One of my mentors asked “What is the Essence of Our Purpose in Life?” He answered, “Might a purpose of infinite intellect be to express itself in increasing varieties of lesser intellects? Is it possible that we may be here to become servants of creation or even helpers in divine creativity? Were human beings created to be agents of God’s accelerating creativity? Can humans discover larger fractions of infinite intellect?” Choose creation rather than destruction.

I know that this newsletter is read widely in the Middle East because I get emails from individuals in virtually every nation in that region, and our website analysis indicates this. Many of your fellow Muslims are very deeply concerned about you. Please know that Allah always accepts “U-turns” in our spiritual lives, especially when we give up violent arrogance for a celebration of our shared divine image. This will make you true Muslims.

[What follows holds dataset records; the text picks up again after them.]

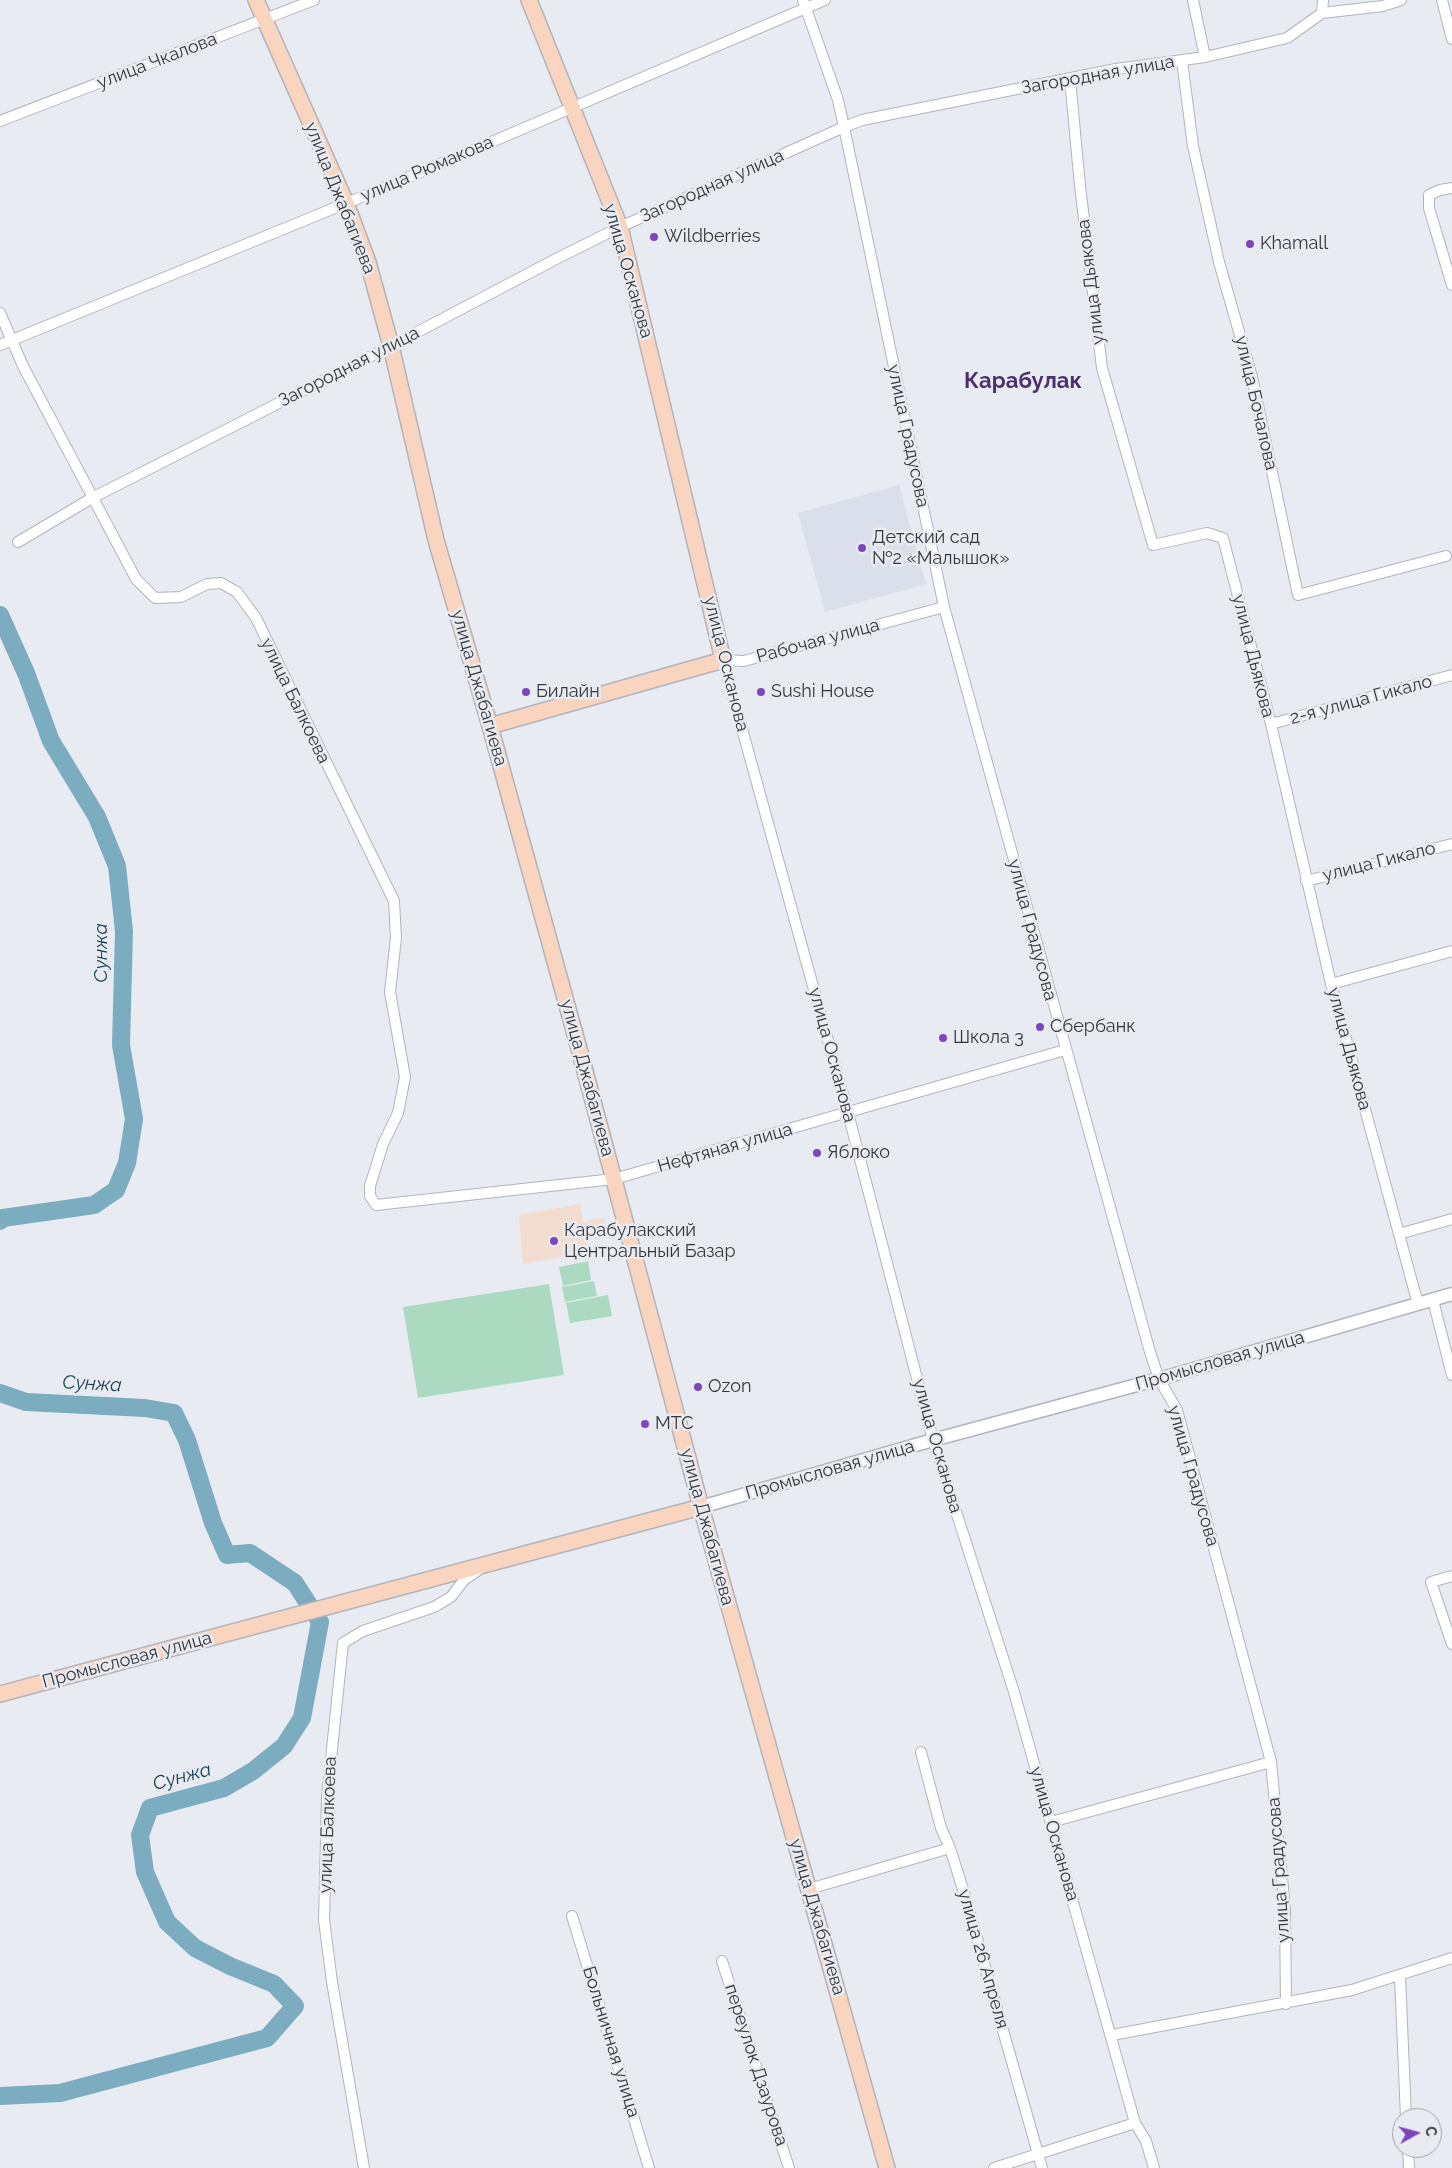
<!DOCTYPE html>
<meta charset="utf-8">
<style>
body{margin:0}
#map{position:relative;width:1452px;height:2168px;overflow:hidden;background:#e9ebf2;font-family:Raleway,sans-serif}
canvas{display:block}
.north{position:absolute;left:1392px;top:2108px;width:50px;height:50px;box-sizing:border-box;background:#e9ebf2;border:1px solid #a1a3a8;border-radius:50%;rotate:83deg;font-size:14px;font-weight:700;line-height:20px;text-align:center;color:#36373a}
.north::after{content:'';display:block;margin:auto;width:18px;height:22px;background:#7d46bc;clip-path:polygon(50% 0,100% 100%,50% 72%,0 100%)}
</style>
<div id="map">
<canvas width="1452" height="2168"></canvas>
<div class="north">С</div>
</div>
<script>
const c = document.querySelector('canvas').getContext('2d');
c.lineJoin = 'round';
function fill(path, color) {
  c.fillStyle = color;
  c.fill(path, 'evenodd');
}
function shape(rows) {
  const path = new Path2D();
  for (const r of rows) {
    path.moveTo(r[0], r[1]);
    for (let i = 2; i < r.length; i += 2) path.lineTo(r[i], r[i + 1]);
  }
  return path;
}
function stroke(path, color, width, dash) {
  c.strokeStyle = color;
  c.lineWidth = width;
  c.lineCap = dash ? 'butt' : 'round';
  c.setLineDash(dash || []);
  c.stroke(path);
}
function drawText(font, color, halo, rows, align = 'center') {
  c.font = font + ' Raleway,sans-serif';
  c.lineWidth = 5;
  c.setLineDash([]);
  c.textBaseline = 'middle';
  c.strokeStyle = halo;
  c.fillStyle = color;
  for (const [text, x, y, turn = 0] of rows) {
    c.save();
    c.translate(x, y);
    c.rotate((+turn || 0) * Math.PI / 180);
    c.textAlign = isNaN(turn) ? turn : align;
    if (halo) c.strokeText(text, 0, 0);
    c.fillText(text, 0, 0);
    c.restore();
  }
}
const commercial = shape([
 [580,1204,583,1222,604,1217,605,1223,586,1230,588,1252,523,1264,519,1215]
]);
const built = shape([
 [899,485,926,584,825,612,798,513]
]);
const green = shape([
 [588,1261,591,1280,563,1286,559,1267],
 [594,1281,597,1296,565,1302,562,1287],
 [549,1284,564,1375,418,1398,403,1307],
 [608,1295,612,1316,570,1323,566,1303]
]);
const river = shape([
 [0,615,26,673,51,741,97,817,117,866,124,931,121,1045,134,1119,127,1163,116,1190,94,1205,3,1218,0,1221],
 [0,1393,26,1402,145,1408,174,1413,187,1440,213,1523,227,1555,250,1553,295,1583,320,1622,302,1718,284,1746,253,1771,224,1788,150,1808,140,1835,145,1872,167,1922,195,1948,230,1966,274,1984,295,2006,267,2038,60,2093,0,2096]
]);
const minor = shape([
 [803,0,838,100,844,127,944,607,1150,1352,1159,1379,1177,1410,1271,1762,1285,1909,1286,2004],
 [1193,0,1205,57],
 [1442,0,1452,39],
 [1322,13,1323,0],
 [1182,61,1193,146,1219,262,1252,377,1298,595,1446,556],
 [1070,79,1080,186,1102,368,1153,545,1207,533,1223,538,1271,724,1331,984,1418,1304],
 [0,121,314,0],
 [1452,188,1440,190,1429,195,1429,208,1452,285],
 [0,313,23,366,136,579,155,598,181,597,207,584,221,583,237,592,256,618,394,901,396,938,390,992,405,1077,398,1113,383,1144,370,1186,370,1196,376,1205,614,1179,1065,1050],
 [0,345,381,189,825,0],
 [18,542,92,498,391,346,556,259,620,227,844,127,862,120,1116,69,1205,57,1287,38,1322,13,1383,6,1401,0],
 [944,607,744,661,723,660,848,1113,933,1440,1014,1692,1135,2123,1146,2141,1154,2168],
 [1271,724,1452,675],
 [1306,881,1452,844],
 [1331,984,1452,951],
 [1399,1234,1452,1219],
 [1433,1300,1452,1375],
 [1452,1576,1431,1582,1452,1644],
 [921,1752,941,1828,950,1848,965,1896,1042,2168],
 [1051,1822,1271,1762],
 [809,1889,950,1848],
 [572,1916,649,2168],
 [722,1961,789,2168],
 [1400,1976,1406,2118],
 [1112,2035,1352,1990,1452,1958],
 [1408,2148,1409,2168],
 [364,2168,332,1982,324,1920,327,1797,343,1643,363,1631,434,1607,451,1597,464,1580,480,1569],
 [994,2168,1135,2123]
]);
const tertiary = shape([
 [701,1507,933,1440,1159,1379,1452,1294]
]);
const secondary = shape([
 [256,0,346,203,368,262,391,346,436,540,490,726,581,1056,701,1507,887,2168],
 [490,726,723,660,620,227,529,0],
 [0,1694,701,1507]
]);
const markers = [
 [654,237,5,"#7d46bc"],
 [1250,244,5,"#7d46bc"],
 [862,548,5,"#7d46bc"],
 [526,692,5,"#7d46bc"],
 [761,692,5,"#7d46bc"],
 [1040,1027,5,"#7d46bc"],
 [943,1038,5,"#7d46bc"],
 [817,1153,5,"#7d46bc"],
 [554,1241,5,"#7d46bc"],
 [698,1387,5,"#7d46bc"],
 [645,1424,5,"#7d46bc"]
];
const streetNames = [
 ["улица Чкалова",157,61,-21],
 ["Загородная улица",1098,75,-10],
 ["улица Рюмакова",427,169,-23],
 ["Загородная улица",712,186,-24],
 ["улица Джабагиева",340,198,68],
 ["улица Осканова",628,271,74],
 ["улица Дьякова",1091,282,-97],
 ["Загородная улица",349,367,-27],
 ["улица Бочалова",1256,403,77],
 ["улица Градусова",908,436,78],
 ["Рабочая улица",818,641,-15],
 ["улица Дьякова",1253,656,76],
 ["улица Осканова",726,664,76],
 ["улица Джабагиева",479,688,74],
 ["2-я улица Гикало",1361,700,-15],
 ["улица Балкоева",295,701,64],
 ["улица Гикало",1379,862,-14],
 ["улица Градусова",1032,930,75],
 ["улица Дьякова",1349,1049,75],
 ["улица Осканова",832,1055,75],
 ["улица Джабагиева",587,1078,75],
 ["Нефтяная улица",725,1148,-16],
 ["Промысловая улица",1220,1361,-16],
 ["улица Осканова",937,1446,74],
 ["Промысловая улица",830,1470,-16],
 ["улица Градусова",1193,1476,74],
 ["улица Джабагиева",707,1527,75],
 ["Промысловая улица",127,1660,-15],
 ["улица Балкоева",328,1825,-88],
 ["улица Осканова",1054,1834,74],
 ["улица Градусова",1279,1870,-94],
 ["улица Джабагиева",817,1917,74],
 ["улица 26 Апреля",983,1959,74],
 ["Больничная улица",611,2042,73],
 ["переулок Дзаурова",756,2065,72]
];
const poiNames = [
 ["Wildberries",664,237],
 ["Khamall",1260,244],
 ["Детский сад",872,538],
 ["№2 «Малышок»",872,559],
 ["Билайн",536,692],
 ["Sushi House",771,692],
 ["Сбербанк",1050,1027],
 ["Школа 3",953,1038],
 ["Яблоко",827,1153],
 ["Карабулакский",564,1231],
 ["Центральный Базар",564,1252],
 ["Ozon",708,1387],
 ["МТС",655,1424]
];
const waterNames = [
 ["Сунжа",101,953,-90],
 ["Сунжа",92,1384,3],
 ["Сунжа",182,1777,-15]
];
const districtNames = [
 ["Карабулак",1023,381]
];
fill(commercial, '#f3dcd0');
fill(built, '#dbdfec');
fill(green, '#acdac0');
stroke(river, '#7bacc0', 18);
stroke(minor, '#b2b4bb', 12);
stroke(tertiary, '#b2b4bb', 15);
stroke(secondary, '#b2b4bb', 18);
stroke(minor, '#fff', 10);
stroke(tertiary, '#fff', 12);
stroke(secondary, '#f9d4be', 15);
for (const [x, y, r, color] of markers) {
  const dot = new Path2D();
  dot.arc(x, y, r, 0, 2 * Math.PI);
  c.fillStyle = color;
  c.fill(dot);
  stroke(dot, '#e9ebf2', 2);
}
drawText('18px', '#36373a', '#e9ebf2', streetNames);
drawText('18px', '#36373a', '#e9ebf2', poiNames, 'left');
drawText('italic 19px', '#174252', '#e9ebf2', waterNames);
drawText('bold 22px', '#4b316c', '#e9ebf2', districtNames);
</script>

There is a Hindustani word of greeting, “Namaste.” It means “I honor the divinity in you.” The divinity in your neighbor is the same as the divinity in you, and there is within each of you in ISIS a place of light, peace and of truth. I invite you to honor that place, and not let it be overwhelmed by hatred. Allah loves you without exception despite what you do. Iman Ali Ibn Abi Taleb, who is respected by Sunni and Shi’I, was one of the greatest of Muslim sages. He wrote something that I would prescribe for you members of ISIS and for everyone looking for meaning in life:
Your remedy is within you, but you do not sense it.
Your sickness is from you, but you do not perceive it.

Let me return now to Dr. Browning, who asserted that a deep spiritual awareness of Divine Love is “the answer to the crisis of modern life, an answer that secularism, fundamentalism, and the new therapeutic religions cannot themselves convey.” I pray that any ISIS members will one day become aware of Unlimited Love as Ultimate Reality, and creatively rejoice in it. This is the core Islamic idea. May the love of Allah invade and surround each of you, uplifting your spiritual minds, healing your emotions and bodies, and calling you to higher purposes than wanton killing.